Mitochondrial diseases are rare, only affecting a few thousand people a year in the U.S. They can cause a variety of serious health issues, such as seizures, heart disease, developmental delays and dementia. Because mitochondrial diseases are only inherited from the mother, many women who have it often choose to adopt children instead of risking passing the condition down. However, scientists believe that mitochondrial replacement therapy could allow women to have healthy children who are genetically related to them by making sure the embryo has healthy mitochondria donated by a third “parent,” Arielle Duhaime-Ross reports for The Verge.

Every human cell contains mitochondria, organelles which help power the cell by breaking down molecules into energy, kind of like a stomach breaking down food. Mitochondria are also the only part of the cell that contains DNA aside from the nucleus, which is why mutated mitochondria can pose a problem for some people.

Mitochondrial replacement therapy works by taking a healthy nucleus from the egg of a woman with this condition and implanting it into an egg donated by another woman with healthy mitochondria. The egg is then fertilized with the father’s sperm, resulting in an embryo that has three genetic parents, Annalee Newitz reports for Ars Technica.
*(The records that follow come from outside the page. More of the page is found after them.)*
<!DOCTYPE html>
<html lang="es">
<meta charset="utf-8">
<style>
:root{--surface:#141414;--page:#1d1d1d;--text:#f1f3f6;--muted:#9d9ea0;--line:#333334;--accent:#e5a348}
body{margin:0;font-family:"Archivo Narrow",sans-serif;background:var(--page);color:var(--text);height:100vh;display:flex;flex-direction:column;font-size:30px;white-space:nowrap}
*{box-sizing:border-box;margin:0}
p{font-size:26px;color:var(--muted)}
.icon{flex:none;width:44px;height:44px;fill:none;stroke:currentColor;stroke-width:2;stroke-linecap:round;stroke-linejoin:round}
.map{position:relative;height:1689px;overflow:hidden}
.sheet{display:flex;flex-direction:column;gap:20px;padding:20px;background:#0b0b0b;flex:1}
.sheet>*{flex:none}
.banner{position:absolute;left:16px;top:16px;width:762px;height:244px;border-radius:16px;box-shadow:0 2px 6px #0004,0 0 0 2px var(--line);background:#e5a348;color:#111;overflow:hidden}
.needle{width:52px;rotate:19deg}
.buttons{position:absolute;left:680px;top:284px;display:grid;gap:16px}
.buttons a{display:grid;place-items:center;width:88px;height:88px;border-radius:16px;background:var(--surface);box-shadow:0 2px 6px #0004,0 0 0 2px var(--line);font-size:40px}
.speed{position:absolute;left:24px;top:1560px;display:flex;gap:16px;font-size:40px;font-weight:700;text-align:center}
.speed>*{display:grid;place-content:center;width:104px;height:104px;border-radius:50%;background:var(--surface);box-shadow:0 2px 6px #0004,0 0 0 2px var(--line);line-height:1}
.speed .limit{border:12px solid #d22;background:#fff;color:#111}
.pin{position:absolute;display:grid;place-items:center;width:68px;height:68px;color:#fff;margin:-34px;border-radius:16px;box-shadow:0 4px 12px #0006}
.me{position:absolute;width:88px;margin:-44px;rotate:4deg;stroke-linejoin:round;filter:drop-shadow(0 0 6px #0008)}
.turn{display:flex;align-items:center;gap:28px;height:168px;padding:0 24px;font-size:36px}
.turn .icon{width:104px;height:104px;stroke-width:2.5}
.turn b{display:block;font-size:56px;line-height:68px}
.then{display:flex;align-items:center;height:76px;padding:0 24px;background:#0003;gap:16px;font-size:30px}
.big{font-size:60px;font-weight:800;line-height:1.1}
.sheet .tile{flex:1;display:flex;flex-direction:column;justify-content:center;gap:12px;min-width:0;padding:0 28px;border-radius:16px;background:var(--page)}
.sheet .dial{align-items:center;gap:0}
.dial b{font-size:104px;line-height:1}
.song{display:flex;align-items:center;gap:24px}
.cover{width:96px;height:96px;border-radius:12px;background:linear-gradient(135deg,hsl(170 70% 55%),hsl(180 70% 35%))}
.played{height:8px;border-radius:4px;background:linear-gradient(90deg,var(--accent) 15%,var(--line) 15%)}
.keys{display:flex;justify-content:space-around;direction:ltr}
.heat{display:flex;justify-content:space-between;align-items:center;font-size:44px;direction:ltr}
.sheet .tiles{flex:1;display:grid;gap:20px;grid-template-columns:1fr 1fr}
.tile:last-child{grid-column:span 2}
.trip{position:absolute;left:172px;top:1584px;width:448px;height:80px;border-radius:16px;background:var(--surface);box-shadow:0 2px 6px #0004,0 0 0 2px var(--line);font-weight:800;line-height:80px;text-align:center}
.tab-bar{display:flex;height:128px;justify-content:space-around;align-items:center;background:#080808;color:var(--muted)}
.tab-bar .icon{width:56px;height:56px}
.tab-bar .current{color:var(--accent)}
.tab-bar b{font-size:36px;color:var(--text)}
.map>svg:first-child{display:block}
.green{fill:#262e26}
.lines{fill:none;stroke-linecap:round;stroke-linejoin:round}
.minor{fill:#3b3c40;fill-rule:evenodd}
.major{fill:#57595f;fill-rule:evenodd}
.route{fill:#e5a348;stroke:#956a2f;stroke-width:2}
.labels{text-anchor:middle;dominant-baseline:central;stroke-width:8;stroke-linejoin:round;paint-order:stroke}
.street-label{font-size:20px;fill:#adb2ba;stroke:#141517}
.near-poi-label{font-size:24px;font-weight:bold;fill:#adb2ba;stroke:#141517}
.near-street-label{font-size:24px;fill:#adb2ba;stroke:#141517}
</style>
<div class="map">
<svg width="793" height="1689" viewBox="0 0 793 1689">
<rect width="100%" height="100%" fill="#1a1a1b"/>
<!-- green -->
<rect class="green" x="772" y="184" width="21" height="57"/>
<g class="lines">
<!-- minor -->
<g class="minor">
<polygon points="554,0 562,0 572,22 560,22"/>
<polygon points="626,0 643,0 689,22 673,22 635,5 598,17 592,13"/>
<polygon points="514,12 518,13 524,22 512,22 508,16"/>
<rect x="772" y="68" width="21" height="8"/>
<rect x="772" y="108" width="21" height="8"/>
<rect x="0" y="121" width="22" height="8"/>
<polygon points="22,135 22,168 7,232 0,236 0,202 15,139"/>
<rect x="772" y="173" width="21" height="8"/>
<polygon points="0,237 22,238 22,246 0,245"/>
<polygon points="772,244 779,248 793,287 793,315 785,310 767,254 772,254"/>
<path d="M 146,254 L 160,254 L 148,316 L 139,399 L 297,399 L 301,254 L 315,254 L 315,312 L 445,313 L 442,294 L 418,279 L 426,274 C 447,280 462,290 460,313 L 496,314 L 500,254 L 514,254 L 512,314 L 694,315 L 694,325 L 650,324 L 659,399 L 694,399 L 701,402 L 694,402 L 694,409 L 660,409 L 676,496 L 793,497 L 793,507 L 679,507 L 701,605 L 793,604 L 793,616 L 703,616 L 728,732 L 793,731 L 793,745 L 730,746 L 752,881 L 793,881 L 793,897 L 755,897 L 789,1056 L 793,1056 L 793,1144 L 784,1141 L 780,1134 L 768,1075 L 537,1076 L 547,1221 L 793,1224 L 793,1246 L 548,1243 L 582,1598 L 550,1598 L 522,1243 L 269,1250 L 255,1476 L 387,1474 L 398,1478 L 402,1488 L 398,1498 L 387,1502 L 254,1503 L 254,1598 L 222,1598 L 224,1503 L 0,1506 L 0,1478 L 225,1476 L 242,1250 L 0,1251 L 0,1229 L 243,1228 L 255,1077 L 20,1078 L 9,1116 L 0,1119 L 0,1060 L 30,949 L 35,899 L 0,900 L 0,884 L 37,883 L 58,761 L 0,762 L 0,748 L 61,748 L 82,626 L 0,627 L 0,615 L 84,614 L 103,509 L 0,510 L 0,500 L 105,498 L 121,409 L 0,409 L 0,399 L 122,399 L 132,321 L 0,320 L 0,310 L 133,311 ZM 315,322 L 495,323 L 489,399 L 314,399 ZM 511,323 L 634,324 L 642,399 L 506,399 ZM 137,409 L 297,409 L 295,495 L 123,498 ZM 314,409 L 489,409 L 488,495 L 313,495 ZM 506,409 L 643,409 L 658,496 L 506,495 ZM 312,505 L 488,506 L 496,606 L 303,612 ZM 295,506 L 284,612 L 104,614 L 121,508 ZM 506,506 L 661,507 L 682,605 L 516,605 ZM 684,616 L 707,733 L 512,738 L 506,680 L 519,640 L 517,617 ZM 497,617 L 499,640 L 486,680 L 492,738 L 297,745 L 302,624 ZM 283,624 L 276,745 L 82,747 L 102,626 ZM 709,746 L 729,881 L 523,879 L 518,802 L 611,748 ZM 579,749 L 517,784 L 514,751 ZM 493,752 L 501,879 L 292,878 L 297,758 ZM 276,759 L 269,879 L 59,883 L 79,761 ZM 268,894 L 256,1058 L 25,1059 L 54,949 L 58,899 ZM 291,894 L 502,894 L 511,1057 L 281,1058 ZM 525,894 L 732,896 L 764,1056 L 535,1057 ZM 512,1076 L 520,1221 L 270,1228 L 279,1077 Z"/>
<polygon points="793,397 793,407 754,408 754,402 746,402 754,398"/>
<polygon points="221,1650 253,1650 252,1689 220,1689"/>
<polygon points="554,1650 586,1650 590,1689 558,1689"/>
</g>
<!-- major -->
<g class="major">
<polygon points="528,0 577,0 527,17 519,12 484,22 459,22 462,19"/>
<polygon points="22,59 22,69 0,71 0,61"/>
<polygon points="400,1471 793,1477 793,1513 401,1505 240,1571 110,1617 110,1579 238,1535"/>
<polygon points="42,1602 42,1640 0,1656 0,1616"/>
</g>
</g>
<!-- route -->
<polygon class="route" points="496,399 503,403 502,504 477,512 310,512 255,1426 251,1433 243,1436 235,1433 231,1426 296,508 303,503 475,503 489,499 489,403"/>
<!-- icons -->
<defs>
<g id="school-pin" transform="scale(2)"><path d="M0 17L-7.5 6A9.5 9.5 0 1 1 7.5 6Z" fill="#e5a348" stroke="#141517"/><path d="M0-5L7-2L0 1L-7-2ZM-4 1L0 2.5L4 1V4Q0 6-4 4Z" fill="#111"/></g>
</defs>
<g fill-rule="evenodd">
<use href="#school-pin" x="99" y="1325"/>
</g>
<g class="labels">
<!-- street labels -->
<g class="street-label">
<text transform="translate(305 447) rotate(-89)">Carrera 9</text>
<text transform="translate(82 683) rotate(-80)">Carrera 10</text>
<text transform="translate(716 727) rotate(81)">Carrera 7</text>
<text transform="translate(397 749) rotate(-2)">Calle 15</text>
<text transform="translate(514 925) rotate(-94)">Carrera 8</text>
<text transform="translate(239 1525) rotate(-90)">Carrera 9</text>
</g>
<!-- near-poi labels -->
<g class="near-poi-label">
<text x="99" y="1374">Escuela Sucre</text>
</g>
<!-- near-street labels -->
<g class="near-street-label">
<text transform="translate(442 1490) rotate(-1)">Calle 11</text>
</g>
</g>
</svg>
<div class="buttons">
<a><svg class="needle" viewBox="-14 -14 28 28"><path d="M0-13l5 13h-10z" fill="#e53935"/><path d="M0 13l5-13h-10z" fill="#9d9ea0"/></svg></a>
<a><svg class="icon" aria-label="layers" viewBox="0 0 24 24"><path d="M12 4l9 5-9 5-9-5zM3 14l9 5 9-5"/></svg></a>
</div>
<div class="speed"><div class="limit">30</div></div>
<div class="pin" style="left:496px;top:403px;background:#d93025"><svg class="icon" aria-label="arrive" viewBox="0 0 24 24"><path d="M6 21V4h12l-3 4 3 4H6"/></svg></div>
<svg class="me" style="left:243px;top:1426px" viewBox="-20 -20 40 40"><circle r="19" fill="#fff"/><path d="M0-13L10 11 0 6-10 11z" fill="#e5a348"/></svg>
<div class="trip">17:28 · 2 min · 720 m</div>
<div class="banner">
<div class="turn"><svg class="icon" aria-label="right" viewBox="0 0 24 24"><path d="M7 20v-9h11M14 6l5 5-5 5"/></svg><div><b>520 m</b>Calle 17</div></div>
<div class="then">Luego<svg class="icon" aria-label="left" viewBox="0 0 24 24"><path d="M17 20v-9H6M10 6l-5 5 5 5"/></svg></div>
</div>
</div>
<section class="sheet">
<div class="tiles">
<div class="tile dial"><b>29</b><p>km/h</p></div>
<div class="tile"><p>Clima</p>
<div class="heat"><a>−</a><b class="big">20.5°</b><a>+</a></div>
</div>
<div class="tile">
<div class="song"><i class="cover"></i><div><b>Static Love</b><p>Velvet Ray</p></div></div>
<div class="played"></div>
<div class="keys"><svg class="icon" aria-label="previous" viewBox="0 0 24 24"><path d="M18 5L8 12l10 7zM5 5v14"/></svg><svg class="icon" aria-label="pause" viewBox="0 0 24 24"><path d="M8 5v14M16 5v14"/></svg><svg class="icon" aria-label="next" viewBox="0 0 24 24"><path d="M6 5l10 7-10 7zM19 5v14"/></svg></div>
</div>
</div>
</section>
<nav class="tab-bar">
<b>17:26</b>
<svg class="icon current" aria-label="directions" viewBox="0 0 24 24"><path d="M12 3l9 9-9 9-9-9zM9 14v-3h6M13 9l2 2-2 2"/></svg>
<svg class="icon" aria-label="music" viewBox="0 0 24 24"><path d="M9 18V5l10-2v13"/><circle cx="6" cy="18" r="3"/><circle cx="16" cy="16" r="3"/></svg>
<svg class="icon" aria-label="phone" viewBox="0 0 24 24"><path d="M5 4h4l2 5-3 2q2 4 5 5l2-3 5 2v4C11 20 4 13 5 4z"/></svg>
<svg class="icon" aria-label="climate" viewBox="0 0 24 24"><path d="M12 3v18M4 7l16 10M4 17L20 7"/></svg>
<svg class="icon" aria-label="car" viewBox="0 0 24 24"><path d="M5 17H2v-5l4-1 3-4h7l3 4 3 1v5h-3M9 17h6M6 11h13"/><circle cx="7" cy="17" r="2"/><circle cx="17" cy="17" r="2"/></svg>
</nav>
While critics of the procedure say it could be dangerous to make alterations of an embryo’s genes, mitochondrial replacement therapy does not actually edit the embryo’s genome. The procedure is closer to receiving a donated organ than gene editing, which requires using tools like CRISPR-Cas9 to replace specific genes in a subject’s DNA, Newitz writes. In fact, because mitochondria only contain a tiny amount of DNA, some researchers hesitate at saying embryos that undergo mitochondrial replacement have three parents.

As Duke University bioethicist Nita Farahany wrote for the Washington Post in 2015:

When using mitochondria from a donor egg, the resulting egg (which has the nucleus from the intending mother) has 99.9 percent of its coding DNA from the intending mother. The donor provides the energy necessary for the egg to function normally. When the egg is then fertilized by a sperm cell, the resulting embryo carries less than 0.1 percent of its DNA from the mitochondrial donor.

At the same time, critics argue that the changes are so slight and mitochondrial diseases affect so few people that it isn’t worth risking opening doors to further human genetic editing in the future or might accidentally introduce new genetic errors into the gene pool. That’s why the new report recommends only testing the procedure on male embryos, Rob Stein reports for NPR. However, last year the United Kingdom gave doctors the go-ahead for testing this treatment in clinical trials with no restrictions on the embryo's gender.

The report is a step forward for American scientists interested in pursuing clinical trials for mitochondrial replacement therapy, but the FDA is holding off for now. While the agency praised the panel’s work on the report and is reviewing their findings, it stated that the most recent federal budget "prevents the FDA from using funds to review applications in which a human embryo is intentionally created or modified to include" changes that could be inherited by future generations, Stein reports.

While researchers may be cautiously optimistic about the future of mitochondrial replacement, it may be years before the U.S. government approves any clinical trials, much less treatments.